BEGIN GIVEN RECORDS

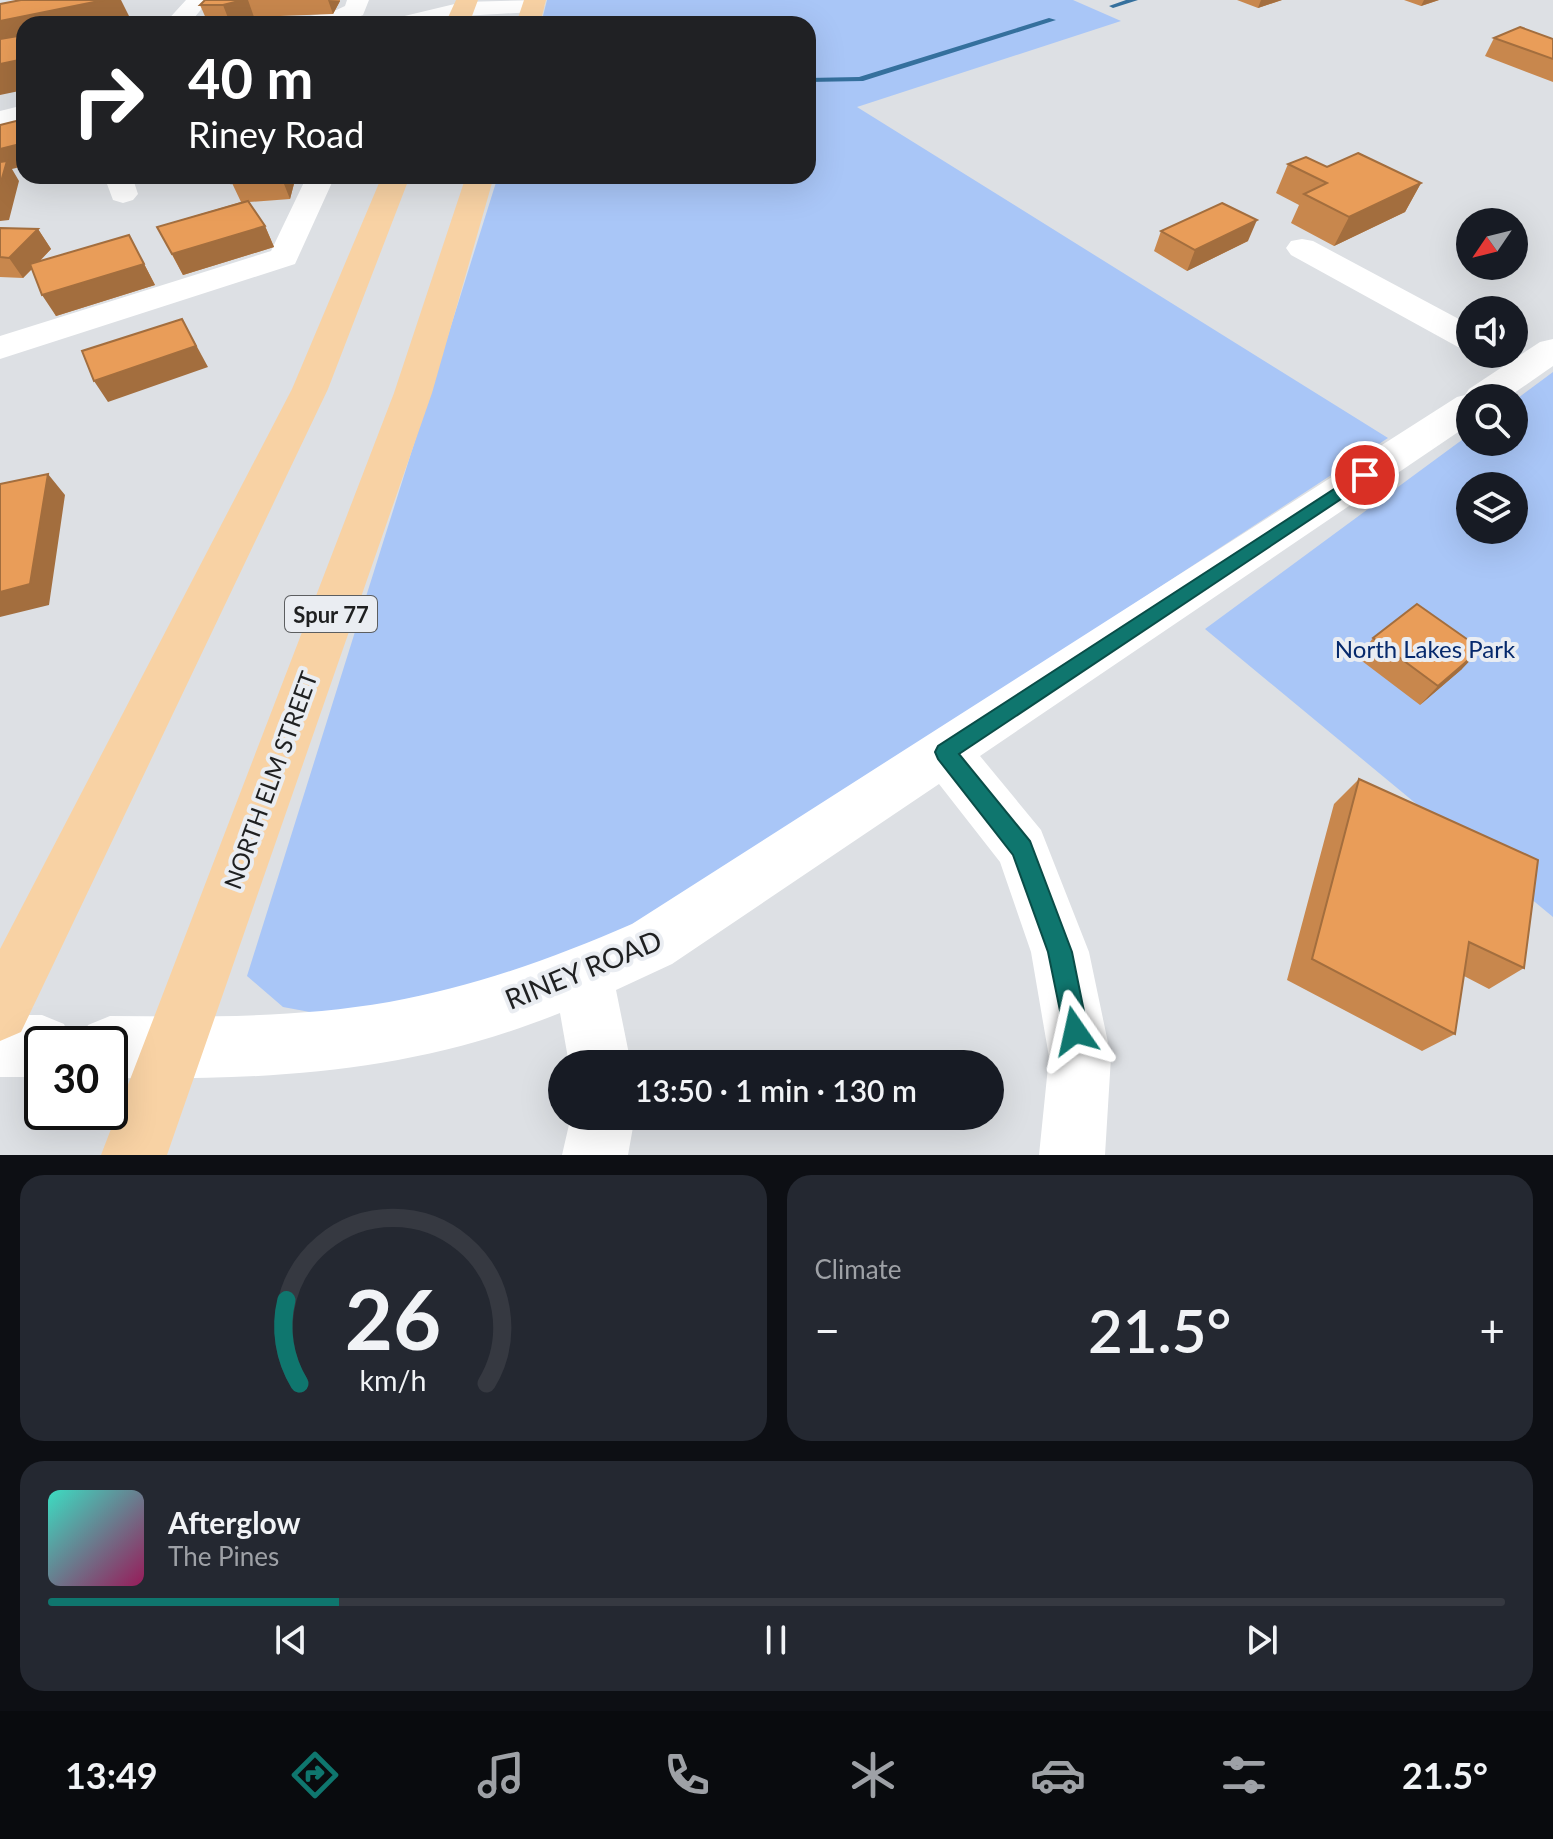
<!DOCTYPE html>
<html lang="en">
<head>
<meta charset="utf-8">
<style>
	body { margin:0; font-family:Lato,sans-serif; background:#242831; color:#f1f3f6; height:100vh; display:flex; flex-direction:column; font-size:30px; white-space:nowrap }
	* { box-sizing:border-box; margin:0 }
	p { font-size:26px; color:#9ea1a6 }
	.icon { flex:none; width:44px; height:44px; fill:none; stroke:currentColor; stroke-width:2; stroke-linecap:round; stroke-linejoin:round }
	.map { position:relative; height:1155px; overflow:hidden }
	.drawer { display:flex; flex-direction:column; gap:20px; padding:20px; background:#0d0f14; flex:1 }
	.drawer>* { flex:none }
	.guide { position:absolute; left:16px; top:16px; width:800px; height:168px; border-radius:24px; box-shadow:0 8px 32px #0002; background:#202124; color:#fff; overflow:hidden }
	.needle { width:52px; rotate:235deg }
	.tools { position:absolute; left:1456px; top:208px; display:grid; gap:16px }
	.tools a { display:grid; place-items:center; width:72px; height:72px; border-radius:50%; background:#171b24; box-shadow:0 8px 32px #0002; font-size:40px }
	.speed { position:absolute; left:24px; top:1026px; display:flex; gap:16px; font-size:40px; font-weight:700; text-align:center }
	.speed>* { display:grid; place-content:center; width:104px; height:104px; border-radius:50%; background:#171b24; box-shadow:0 8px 32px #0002; line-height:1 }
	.speed .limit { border:4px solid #111; border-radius:12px; background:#fff; color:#111 }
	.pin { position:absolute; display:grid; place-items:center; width:68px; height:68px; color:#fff; margin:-34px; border:4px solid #fff; border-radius:50%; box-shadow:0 2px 8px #0007 }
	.me { position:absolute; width:88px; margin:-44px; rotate:349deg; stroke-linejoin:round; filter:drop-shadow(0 0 6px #0008) }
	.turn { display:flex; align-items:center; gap:28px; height:168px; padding:0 40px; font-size:36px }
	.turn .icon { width:104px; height:104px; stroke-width:2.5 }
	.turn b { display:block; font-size:56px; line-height:68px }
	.big { font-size:60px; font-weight:600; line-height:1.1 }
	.drawer .tile { flex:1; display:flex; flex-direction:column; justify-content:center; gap:12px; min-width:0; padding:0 28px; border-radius:24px; background:#242831 }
	.drawer .dial { align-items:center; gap:0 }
	.dial svg { height:208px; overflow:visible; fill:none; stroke:#363941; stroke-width:7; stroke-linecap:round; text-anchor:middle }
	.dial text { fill:#f1f3f6; stroke:none }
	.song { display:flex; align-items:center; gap:24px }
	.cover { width:96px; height:96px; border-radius:12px; background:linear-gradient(135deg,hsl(170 70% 55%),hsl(330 70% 35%)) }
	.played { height:8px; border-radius:4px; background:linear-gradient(90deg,#0f766e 20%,#363941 20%) }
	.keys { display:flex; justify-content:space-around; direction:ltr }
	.heat { display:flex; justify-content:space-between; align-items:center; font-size:44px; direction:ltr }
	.drawer .tiles { flex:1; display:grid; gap:20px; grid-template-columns:1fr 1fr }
	.tile:last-child { grid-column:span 2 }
	.trip { position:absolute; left:548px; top:1050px; width:456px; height:80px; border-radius:40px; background:#171b24; box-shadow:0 8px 32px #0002; font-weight:600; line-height:80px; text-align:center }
	.tabs { display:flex; height:128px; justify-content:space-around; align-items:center; background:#090b0e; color:#9ea1a6 }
	.tabs .icon { width:56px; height:56px }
	.tabs .on { color:#0f766e }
	.tabs b { font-size:36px; color:#f1f3f6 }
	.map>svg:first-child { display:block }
</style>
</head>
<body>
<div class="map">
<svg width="1553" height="1155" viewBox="0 0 1553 1155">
	<rect width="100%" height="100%" fill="#dde0e4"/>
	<path fill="#a9c6f7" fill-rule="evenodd" d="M547,0H1073L1121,21L857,107L1388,438L685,897L556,963L342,1018L283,1007L247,976L498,176H808V24H541Z
		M1553,372V917L1205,629L1470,434V442H1514V401ZM1470,486H1514V530H1470Z"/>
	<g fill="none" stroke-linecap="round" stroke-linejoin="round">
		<path fill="#35709d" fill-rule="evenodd" d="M1126,0H1138L1113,8L1109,6Z
			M1049,18L1056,20L863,81L808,82V78L859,77Z"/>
		<path fill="#fff" fill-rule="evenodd" d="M186,0H209L189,24H164Z
			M347,0H369L363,15L341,24H289L293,19L332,12L345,6Z
			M541,0L545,5L534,12L463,16L429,24H388L392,19L463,2Z
			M24,105V121L0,127V111Z
			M104,176H132L138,194L133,200L123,203L113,200Z
			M307,176H335L295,264L0,359V336L271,251Z
			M1302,239L1313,241L1470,325V350L1458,347L1291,255L1286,248L1291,241Z
			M1553,339V366L1507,398H1470V424L980,756L1041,830L1089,952L1111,1057L1105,1155H1039L1049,1057L1031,952L1000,862L939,784L672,964L616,990L631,1064H569L560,1013C408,1074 271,1080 110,1078V1044H80L88,1025L110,1016C203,1017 297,1018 389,1002C473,987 554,958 632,924L1457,397L1465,395L1469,389L1540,342Z
			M0,1015H42L64,1024L72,1044H42V1077H0Z
			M571,1116H635L628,1155H562Z"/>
		<path fill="#f8d2a4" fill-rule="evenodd" d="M456,0H478L469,24H445Z
			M524,0H546L540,24H516Z
			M382,176H410L328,389L21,1032L0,1041V949L292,389Z
			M466,176H494L432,393L167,1155H101L394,393Z"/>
	</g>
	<path fill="#c8874d" d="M205,0H340V1L333,14L254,17L230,23H208L200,5Z
		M1237,0H1282L1258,8Z
		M1404,0H1439L1421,6Z
		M1494,38L1553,39V82L1485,56Z
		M1288,164L1327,167L1421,183L1405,212L1334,246L1291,223L1299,205L1276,193Z
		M296,176L290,199L249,202L265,226L274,247L183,275L157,227L241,202L232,183Z
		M0,228L38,229L51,249L40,261L140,256L155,285L56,316L32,269L23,278L0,277Z
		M1161,231L1248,241L1187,271L1154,251Z
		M1373,638L1462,669L1420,705L1358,658Z
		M1359,779L1524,968L1489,989L1464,976L1455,1034L1422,1051L1287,980L1334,804Z"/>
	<path fill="#a36e3e" d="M104,0H121L132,22L124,24H24V45L0,50V21Z
		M243,0H248L254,17L230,23L223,5Z
		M328,0L340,1L333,14Z
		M1261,0H1282L1258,8Z
		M1424,0H1439L1421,6Z
		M24,59V90L0,95V64Z
		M24,143V166L12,169L19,181L9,220L0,221V149Z
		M283,176H296L290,199L282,179Z
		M1421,183L1405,212L1334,246L1349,217Z
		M1257,220L1248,241L1187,271L1195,250Z
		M265,226L274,247L183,275L172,254Z
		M38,229L51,249L23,278L9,258Z
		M129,235L155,285L56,316L42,295Z
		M182,319L208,367L108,402L94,381Z
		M48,474L65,495L49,605L0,617V592Z
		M1481,649L1462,669L1420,705L1438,686Z"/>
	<path fill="#e99d59" stroke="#a36e3e" stroke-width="2" d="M21,0H104L0,21V4Z
		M205,0H243L223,5H200Z
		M101,19L103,24H76Z
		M1520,27L1553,39V59L1494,38Z
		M24,35V59L0,64V39Z
		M24,119V143L0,149V125Z
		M1358,153L1421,183L1349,217L1304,194L1327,183L1288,164L1306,157L1327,167Z
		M7,161L0,185V162Z
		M235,176H283L282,179L232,183Z
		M248,201L265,226L172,254L157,227Z
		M1222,203L1257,220L1195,250L1161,231Z
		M0,228L38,229L9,258L0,257Z
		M129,235L144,264L42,295L30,264Z
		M182,319L196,346L94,381L82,351Z
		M48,474L30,584L0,592V484Z
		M1417,604L1481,649L1438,686L1373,638Z
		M1359,779L1538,860L1524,968L1469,942L1455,1034L1312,959Z"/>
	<path fill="#0f766e" stroke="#0a4d48" stroke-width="2" d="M1365,469L1373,475L1371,479L959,754L1030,841L1072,952L1088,1031L1084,1040L1075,1043L1066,1040L1048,952L1013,855L938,759L935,752L938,746Z"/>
	<g text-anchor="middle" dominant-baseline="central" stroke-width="8" stroke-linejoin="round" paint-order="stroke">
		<rect fill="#eaedf2" stroke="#5c5e60" stroke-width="2" x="285" y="596" width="92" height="36" rx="6"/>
		<g font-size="22" font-weight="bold" fill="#1f2021">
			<text x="331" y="614">Spur 77</text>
		</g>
		<g font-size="24" fill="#06296c" stroke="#eaedf2">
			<text x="1425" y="648">North Lakes Park</text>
		</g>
		<g font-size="24" fill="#1f2021" stroke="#eaedf2">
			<text transform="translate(270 780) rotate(-70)">NORTH ELM STREET</text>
		</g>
		<g font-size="28" fill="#1f2021" stroke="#eaedf2">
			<text transform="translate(583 969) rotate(-22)">RINEY ROAD</text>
		</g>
	</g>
</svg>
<div class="tools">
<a><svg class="needle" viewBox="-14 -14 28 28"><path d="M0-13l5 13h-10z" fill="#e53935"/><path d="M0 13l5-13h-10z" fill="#9ea1a6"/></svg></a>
<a><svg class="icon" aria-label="sound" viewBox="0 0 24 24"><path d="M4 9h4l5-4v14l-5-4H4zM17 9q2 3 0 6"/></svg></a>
<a><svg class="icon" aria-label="search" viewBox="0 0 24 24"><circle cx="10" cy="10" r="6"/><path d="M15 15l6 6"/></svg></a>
<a><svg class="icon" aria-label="layers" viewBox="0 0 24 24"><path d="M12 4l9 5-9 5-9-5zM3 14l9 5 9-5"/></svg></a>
</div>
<div class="speed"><div class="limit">30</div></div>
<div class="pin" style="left:1365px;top:475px;background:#d93025"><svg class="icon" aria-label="arrive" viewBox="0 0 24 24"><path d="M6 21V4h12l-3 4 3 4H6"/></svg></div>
<svg class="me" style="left:1075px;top:1031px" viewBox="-20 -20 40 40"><path d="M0-17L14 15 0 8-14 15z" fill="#0f766e" stroke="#fff" stroke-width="4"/></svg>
<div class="trip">13:50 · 1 min · 130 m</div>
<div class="guide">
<div class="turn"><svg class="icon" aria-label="right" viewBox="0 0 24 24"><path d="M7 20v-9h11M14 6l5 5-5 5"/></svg><div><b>40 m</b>Riney Road</div></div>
</div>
</div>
<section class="drawer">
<div class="tiles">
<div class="tile dial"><svg viewBox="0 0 100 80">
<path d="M14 69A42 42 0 1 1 86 69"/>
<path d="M14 69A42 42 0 0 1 9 37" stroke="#0f766e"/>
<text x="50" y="56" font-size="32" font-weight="700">26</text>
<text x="50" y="72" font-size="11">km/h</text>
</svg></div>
<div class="tile"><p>Climate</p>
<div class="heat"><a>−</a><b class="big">21.5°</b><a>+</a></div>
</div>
<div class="tile">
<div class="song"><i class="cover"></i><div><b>Afterglow</b><p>The Pines</p></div></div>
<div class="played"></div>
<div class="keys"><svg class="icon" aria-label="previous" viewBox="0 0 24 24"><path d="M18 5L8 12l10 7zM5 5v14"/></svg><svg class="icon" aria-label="pause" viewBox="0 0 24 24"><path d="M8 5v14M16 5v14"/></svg><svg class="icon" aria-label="next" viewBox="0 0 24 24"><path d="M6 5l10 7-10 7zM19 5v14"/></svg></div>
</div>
</div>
</section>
<nav class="tabs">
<b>13:49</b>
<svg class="icon on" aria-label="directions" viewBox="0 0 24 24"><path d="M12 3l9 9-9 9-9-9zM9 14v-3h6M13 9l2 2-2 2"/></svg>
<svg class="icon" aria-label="music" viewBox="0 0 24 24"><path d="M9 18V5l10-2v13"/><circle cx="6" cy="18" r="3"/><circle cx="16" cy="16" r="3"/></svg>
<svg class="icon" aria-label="phone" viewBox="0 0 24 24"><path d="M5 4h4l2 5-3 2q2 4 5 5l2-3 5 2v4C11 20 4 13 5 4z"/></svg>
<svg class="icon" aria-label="climate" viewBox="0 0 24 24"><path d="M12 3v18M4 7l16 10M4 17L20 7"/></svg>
<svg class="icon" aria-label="car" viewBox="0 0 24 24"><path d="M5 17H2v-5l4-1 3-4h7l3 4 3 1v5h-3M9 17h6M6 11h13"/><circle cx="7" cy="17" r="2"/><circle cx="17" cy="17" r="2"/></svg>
<svg class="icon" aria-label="filters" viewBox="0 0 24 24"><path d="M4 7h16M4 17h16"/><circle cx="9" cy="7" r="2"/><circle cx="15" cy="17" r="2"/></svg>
<b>21.5°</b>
</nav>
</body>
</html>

END GIVEN RECORDS

Leave the pictures out and repeat exactly the lines from the beginning of the records to the line bearing "border:4px solid #111;", both ends counted.

:: EXERCISE SOLUTION ::
<!DOCTYPE html>
<html lang="en">
<head>
<meta charset="utf-8">
<style>
	body { margin:0; font-family:Lato,sans-serif; background:#242831; color:#f1f3f6; height:100vh; display:flex; flex-direction:column; font-size:30px; white-space:nowrap }
	* { box-sizing:border-box; margin:0 }
	p { font-size:26px; color:#9ea1a6 }
	.icon { flex:none; width:44px; height:44px; fill:none; stroke:currentColor; stroke-width:2; stroke-linecap:round; stroke-linejoin:round }
	.map { position:relative; height:1155px; overflow:hidden }
	.drawer { display:flex; flex-direction:column; gap:20px; padding:20px; background:#0d0f14; flex:1 }
	.drawer>* { flex:none }
	.guide { position:absolute; left:16px; top:16px; width:800px; height:168px; border-radius:24px; box-shadow:0 8px 32px #0002; background:#202124; color:#fff; overflow:hidden }
	.needle { width:52px; rotate:235deg }
	.tools { position:absolute; left:1456px; top:208px; display:grid; gap:16px }
	.tools a { display:grid; place-items:center; width:72px; height:72px; border-radius:50%; background:#171b24; box-shadow:0 8px 32px #0002; font-size:40px }
	.speed { position:absolute; left:24px; top:1026px; display:flex; gap:16px; font-size:40px; font-weight:700; text-align:center }
	.speed>* { display:grid; place-content:center; width:104px; height:104px; border-radius:50%; background:#171b24; box-shadow:0 8px 32px #0002; line-height:1 }
	.speed .limit { border:4px solid #111; border-radius:12px; background:#fff; color:#111 }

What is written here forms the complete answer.